--- STORED DATA ---

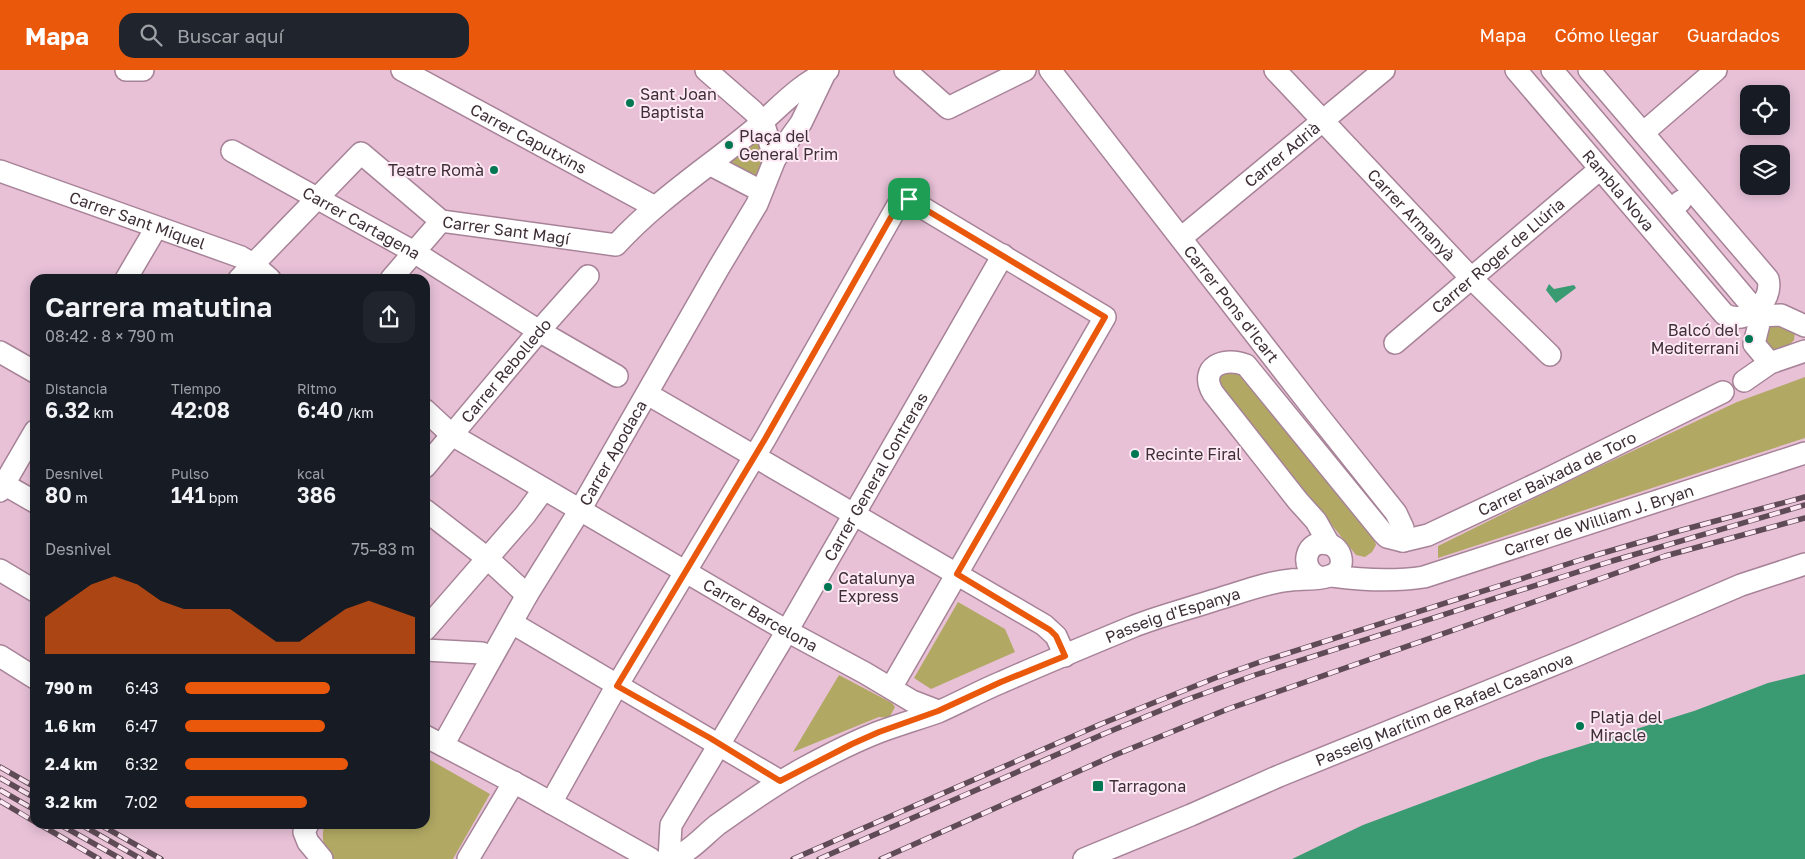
<!DOCTYPE html>
<html lang="es">
<head>
<meta charset="utf-8">
<style>
  body { margin:0; font-family:"Golos Text",sans-serif; background:#20242c; color:#f1f3f6; height:100vh; display:flex; flex-direction:column; font-size:19px; white-space:nowrap }
  * { box-sizing:border-box; margin:0 }
  p { font-size:16px; color:#9ea1a6 }
  .icon { flex:none; width:28px; height:28px; fill:none; stroke:currentColor; stroke-width:2; stroke-linecap:round; stroke-linejoin:round }
  .map { position:relative; flex:1; overflow:hidden }
  .drawer { position:absolute; left:30px; top:204px; width:400px; height:555px; display:flex; flex-direction:column; background:#171b24; border-radius:15px; box-shadow:0 2px 12px #0003 }
  .drawer>* { flex:none }
  .fabs { position:absolute; left:1740px; top:15px; display:grid; gap:10px }
  .fabs a { display:grid; place-items:center; width:50px; height:50px; border-radius:10px; background:#171b24; box-shadow:0 2px 12px #0003; font-size:25px }
  .pin { position:absolute; display:grid; place-items:center; width:42px; height:42px; color:#fff; margin:-21px; border-radius:10px; box-shadow:0 2px 8px #0006 }
  .round { display:grid; place-items:center; flex:none; width:52px; height:52px; border-radius:15px; background:#20242c }
  .summary { display:flex; align-items:center; justify-content:space-between; height:85px; padding:0 15px }
  h1 { font-size:28px; font-weight:600; line-height:38px }
  .stats { display:grid; grid-template-columns:repeat(3,1fr); gap:8px; height:85px; padding:5px 15px }
  .stats div { display:grid; align-content:center }
  .stats b { font-size:21px; font-weight:600 }
  .stats small { font-size:14px; font-weight:400 }
  .stats p { font-size:14px }
  .chart { height:140px; padding:10px 15px }
  .chart p { display:flex; justify-content:space-between }
  .chart svg { width:100%; height:90px; margin-top:5px; fill:#ea580c; opacity:.7 }
  ul { padding:0 15px; list-style:none; font-size:16px }
  li { display:grid; grid-template-columns:80px 60px 1fr; align-items:center; height:38px }
  li i { height:12px; border-radius:6px; background:#ea580c }
  header { display:flex; align-items:center; gap:30px; box-sizing:border-box; height:70px; padding:0 25px; background:#ea580c; color:#fff }
  header strong { font-size:24px }
  nav { display:flex; gap:28px; margin-inline-start:auto; font-size:18px }
  .search { width:350px; height:45px; background:#20242c; display:flex; align-items:center; gap:12px; box-sizing:border-box; padding:0 18px; border-radius:15px; color:#9ea1a6; font-size:19px }
  .map>svg:first-child { display:block }
  .green { fill:#b1a963 }
  .water { fill:#3a9b73 }
  .lines { fill:none; stroke-linecap:round; stroke-linejoin:round }
  .minor-casing { stroke:#a78398; stroke-width:24 }
  .minor { stroke:#fff; stroke-width:21 }
  .rail-casing { stroke:#5f4b56; stroke-width:5.5 }
  .rail { stroke:#fde8f4; stroke-width:4; stroke-dasharray:11; stroke-linecap:butt }
  .route-casing { stroke:#fff; stroke-width:10 }
  .route { stroke:#ea580c; stroke-width:6 }
  .poi-dot { fill:#007651; stroke:#fde8f4; stroke-width:2 }
  .labels { text-anchor:middle; dominant-baseline:central; stroke-width:4; stroke-linejoin:round; paint-order:stroke }
  .poi-label { font-size:16px; fill:#3e2f37; stroke:#fde8f4; text-anchor:start }
  .street-label { font-size:16px; fill:#3e2f37; stroke:#fde8f4 }
</style>
</head>
<body>
<header>
<strong>Mapa</strong>
<div class="search"><svg class="icon" aria-label="search" viewBox="0 0 24 24"><circle cx="10" cy="10" r="6"/><path d="M15 15l6 6"/></svg>Buscar aquí</div>
<nav><a>Mapa</a><a>Cómo llegar</a><a>Guardados</a></nav>
</header>
<div class="map">
<svg width="1805" height="789" viewBox="0 0 1805 789">
  <rect width="100%" height="100%" fill="#e8c1d7"/>
  <g class="green">
    <path d="M 756,71 C 764,81 762,99 757,110 L 724,92 Z"/>
    <path d="M 1777,248 L 1795,262 L 1794,270 L 1782,282 L 1774,281 L 1762,269 L 1763,261 Z"/>
    <path d="M 1239,298 L 1374,469 L 1376,475 L 1372,482 L 1365,487 L 1356,485 L 1221,318 L 1218,310 L 1220,302 Z"/>
    <path d="M 1805,307 L 1805,368 L 1438,488 L 1438,476 L 1590,401 L 1737,332 Z"/>
    <path d="M 958,532 L 1005,559 L 1015,582 L 931,619 L 914,608 Z"/>
    <path d="M 839,605 L 892,633 L 895,637 L 889,648 L 879,647 L 793,682 Z"/>
    <path d="M 425,687 L 490,724 L 453,789 L 331,789 C 324,777 320,768 325,754 L 425,754 Z"/>
  </g>
  <g class="water">
    <path d="M 1549,214 L 1554,219 L 1574,215 L 1576,218 L 1556,233 L 1546,220 Z"/>
    <path d="M 1805,604 L 1805,789 L 1292,789 L 1363,755 L 1540,689 L 1694,641 L 1768,613 Z"/>
  </g>
  <g class="lines">
    <defs>
      <g id="minor">
        <path d="M 126,0 L 143,0"/>
        <path id="s1" d="M 402,0 L 655,137"/>
        <path d="M 706,0 L 753,41 L 763,52 L 775,89"/>
        <path d="M 905,0 L 948,38 L 1025,0"/>
        <path id="s2" d="M 1050,0 L 1314,340 L 1396,443 L 1403,458 L 1403,471"/>
        <path id="s3" d="M 1275,0 L 1472,209 L 1550,285"/>
        <path id="s4" d="M 1516,0 L 1724,244 C 1745,257 1774,232 1768,209 L 1589,0"/>
        <path d="M 1552,0 L 1671,140"/>
        <path d="M 1643,63 L 1716,0"/>
        <path id="s5" d="M 232,81 L 414,182 L 539,261 L 617,306"/>
        <path d="M 711,95 L 761,121"/>
        <path id="s6" d="M 0,101 L 241,187 L 253,194 L 270,209"/>
        <path d="M 1681,131 L 1671,140 L 1756,241"/>
        <path id="s7" d="M 1181,168 L 1384,0"/>
        <path d="M 126,209 L 156,158"/>
        <path id="s8" d="M 239,209 L 361,83 L 441,151 L 616,175 C 656,131 707,98 753,60 C 776,41 797,16 825,3"/>
        <path d="M 391,209 L 441,151"/>
        <path id="s9" d="M 1395,273 L 1600,99"/>
        <path d="M 0,282 L 35,302"/>
        <path d="M 1770,293 L 1754,274 L 1761,246 L 1781,245 L 1805,256"/>
        <path d="M 1744,311 L 1770,293 L 1805,281"/>
        <path d="M 656,329 L 1044,555 L 1056,566 L 1065,586"/>
        <path id="s10" d="M 425,340 L 452,365 L 787,561 L 865,603 L 912,631 L 938,641"/>
        <path id="s11" d="M 425,397 L 539,261 L 588,206"/>
        <path d="M 0,412 L 35,432"/>
        <path d="M 0,421 L 35,361"/>
        <path d="M 425,440 L 487,488 L 527,525"/>
        <path id="s12" d="M 1329,474 L 1316,451 L 1298,431 L 1213,323 C 1198,297 1224,286 1246,295 L 1383,463 L 1387,467 L 1403,471 L 1428,465 L 1545,410 L 1723,322"/>
        <path d="M 0,500 L 35,521"/>
        <path id="s13" d="M 1332,506 C 1362,510 1393,512 1424,507 L 1805,383"/>
        <path d="M 512,553 L 780,711"/>
        <path d="M 425,560 L 525,445 L 544,419"/>
        <path d="M 425,580 L 482,583 L 491,588"/>
        <path d="M 0,586 L 35,608"/>
        <path d="M 425,666 L 530,721 L 651,789"/>
        <path id="s14" d="M 443,675 L 527,525 L 580,440 L 718,199 L 757,134 L 775,89 L 801,53 L 825,3 L 828,0"/>
        <path d="M 551,733 L 612,624 L 765,369 L 903,126 L 1105,247 L 891,618"/>
        <path d="M 308,754 L 304,762 L 308,772 L 322,789"/>
        <path d="M 468,789 L 514,712"/>
        <path id="s15" d="M 666,789 C 687,786 701,768 717,755 C 745,735 773,715 804,698 C 828,685 853,672 879,662 C 898,655 918,649 938,642 C 959,633 980,621 1002,612 C 1045,593 1089,575 1132,557 C 1159,546 1188,539 1215,530 C 1240,523 1266,512 1291,510 C 1307,508 1345,513 1341,488 C 1340,481 1334,475 1328,474 C 1306,468 1298,498 1319,507"/>
        <path id="s16" d="M 669,789 L 671,755 L 787,561 L 1003,185"/>
        <path id="s17" d="M 1084,789 L 1191,745 L 1279,706 L 1580,584 L 1741,515 L 1805,494"/>
      </g>
    </defs>
    <use href="#minor" class="minor-casing"/>
    <use href="#minor" class="minor"/>
    <defs>
      <g id="rail">
        <path d="M 0,697 L 35,717"/>
        <path d="M 0,708 L 35,728"/>
        <path d="M 0,720 L 35,740"/>
        <path d="M 0,731 L 35,752"/>
        <path d="M 39,754 L 99,789"/>
        <path d="M 59,754 L 121,789"/>
        <path d="M 80,754 L 141,789"/>
        <path d="M 99,754 L 161,789"/>
        <path d="M 793,789 L 1101,654 L 1215,608 L 1260,592 L 1596,485 L 1682,460 L 1805,427"/>
        <path d="M 819,789 L 1106,663 L 1186,630 L 1255,605 L 1612,491 L 1805,435"/>
        <path d="M 881,789 L 1115,685 L 1228,639 L 1665,486 L 1805,448"/>
      </g>
    </defs>
    <use href="#rail" class="rail-casing"/>
    <use href="#rail" class="rail"/>
  </g>
  <g class="lines">
    <defs>
      <path id="route" d="M 903,126 L 1105,247 L 957,504 L 1050,560 L 1056,566 L 1065,586 L 1001,612 L 938,641 L 879,662 L 852,674 L 780,711 L 710,668 L 617,616 L 765,369 Z"/>
    </defs>
    <use href="#route" class="route-casing"/>
    <use href="#route" class="route"/>
  </g>
  <g class="poi-dot">
    <circle cx="630" cy="33" r="5"/>
    <circle cx="729" cy="75" r="5"/>
    <circle cx="494" cy="100" r="5"/>
    <circle cx="1749" cy="269" r="5"/>
    <circle cx="1135" cy="384" r="5"/>
    <circle cx="828" cy="517" r="5"/>
    <circle cx="1580" cy="656" r="5"/>
    <rect x="1092" y="710" width="12" height="12" rx="2.5"/>
  </g>
  <g class="labels">
    <g class="poi-label">
      <text x="640" y="24">Sant Joan<tspan x="640" dy="18">Baptista</tspan></text>
      <text x="739" y="66">Plaça del<tspan x="739" dy="18">General Prim</tspan></text>
      <text x="484" y="100" text-anchor="end">Teatre Romà</text>
      <text x="1739" y="260" text-anchor="end">Balcó del<tspan x="1739" dy="18">Mediterrani</tspan></text>
      <text x="1145" y="384">Recinte Firal</text>
      <text x="838" y="508">Catalunya<tspan x="838" dy="18">Express</tspan></text>
      <text x="1590" y="647">Platja del<tspan x="1590" dy="18">Miracle</tspan></text>
      <text x="1109" y="716">Tarragona</text>
    </g>
    <g class="street-label">
      <text stroke="none"><textPath href="#s1" startOffset="144">Carrer Caputxins</textPath></text>
      <text stroke="none"><textPath href="#s7" startOffset="131">Carrer Adrià</textPath></text>
      <text stroke="none"><textPath href="#s4" startOffset="158">Rambla Nova</textPath></text>
      <text stroke="none"><textPath href="#s3" startOffset="199">Carrer Armanyà</textPath></text>
      <text stroke="none"><textPath href="#s6" startOffset="146">Carrer Sant Miquel</textPath></text>
      <text stroke="none"><textPath href="#s5" startOffset="148">Carrer Cartagena</textPath></text>
      <text stroke="none"><textPath href="#s8" startOffset="346">Carrer Sant Magí</textPath></text>
      <text stroke="none"><textPath href="#s9" startOffset="135">Carrer Roger de Llúria</textPath></text>
      <text stroke="none"><textPath href="#s2" startOffset="296">Carrer Pons d'Icart</textPath></text>
      <text stroke="none"><textPath href="#s11" startOffset="126">Carrer Rebolledo</textPath></text>
      <text stroke="none"><textPath href="#s14" startOffset="338">Carrer Apodaca</textPath></text>
      <text stroke="none"><textPath href="#s12" startOffset="660">Carrer Baixada de Toro</textPath></text>
      <text stroke="none"><textPath href="#s16" startOffset="438">Carrer General Contreras</textPath></text>
      <text stroke="none"><textPath href="#s13" startOffset="276">Carrer de William J. Bryan</textPath></text>
      <text stroke="none"><textPath href="#s10" startOffset="394">Carrer Barcelona</textPath></text>
      <text stroke="none"><textPath href="#s15" startOffset="566">Passeig d'Espanya</textPath></text>
      <text stroke="none"><textPath href="#s17" startOffset="390">Passeig Marítim de Rafael Casanova</textPath></text>
    </g>
  </g>
</svg>
<div class="fabs">
<a><svg class="icon" aria-label="locate" viewBox="0 0 24 24"><circle cx="12" cy="12" r="6"/><path d="M12 2v4M12 18v4M2 12h4M18 12h4"/></svg></a>
<a><svg class="icon" aria-label="layers" viewBox="0 0 24 24"><path d="M12 4l9 5-9 5-9-5zM3 14l9 5 9-5"/></svg></a>
</div>
<div class="pin" style="left:909px;top:129px;background:#1e9e55"><svg class="icon" aria-label="arrive" viewBox="0 0 24 24"><path d="M6 21V4h12l-3 4 3 4H6"/></svg></div>
<section class="drawer">
<div class="summary"><div><h1>Carrera matutina</h1><p>08:42 · 8 × 790 m</p></div><a class="round"><svg class="icon" aria-label="share" viewBox="0 0 24 24"><path d="M12 15V3M7 8l5-5 5 5M5 13v7h14v-7"/></svg></a></div>
<div class="stats">
<div><p>Distancia</p><b>6.32<small> km</small></b></div>
<div><p>Tiempo</p><b>42:08</b></div>
<div><p>Ritmo</p><b>6:40<small> /km</small></b></div>
</div>
<div class="stats">
<div><p>Desnivel</p><b>80<small> m</small></b></div>
<div><p>Pulso</p><b>141<small> bpm</small></b></div>
<div><p>kcal</p><b>386</b></div>
</div>
<div class="chart"><p><span>Desnivel</span>75–83 m</p>
<svg viewBox="0 0 160 44" preserveAspectRatio="none"><path d="M0 44V26L10 18L20 10L30 6L40 10L50 18L60 22L70 22L80 22L90 30L100 38L110 38L120 30L130 22L140 18L150 22L160 26V44z"/></svg>
</div>
<ul>
<li><b>790 m</b>6:43<i style="width:63%"></i></li>
<li><b>1.6 km</b>6:47<i style="width:61%"></i></li>
<li><b>2.4 km</b>6:32<i style="width:71%"></i></li>
<li><b>3.2 km</b>7:02<i style="width:53%"></i></li>
</ul>
</section>
</div>
</body>
</html>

---

- _BRIEF_: Copy out every line from the records that has the word "justify".

- _SOLUTION FOR THIS PROBLEM_:
  .summary { display:flex; align-items:center; justify-content:space-between; height:85px; padding:0 15px }
  .chart p { display:flex; justify-content:space-between }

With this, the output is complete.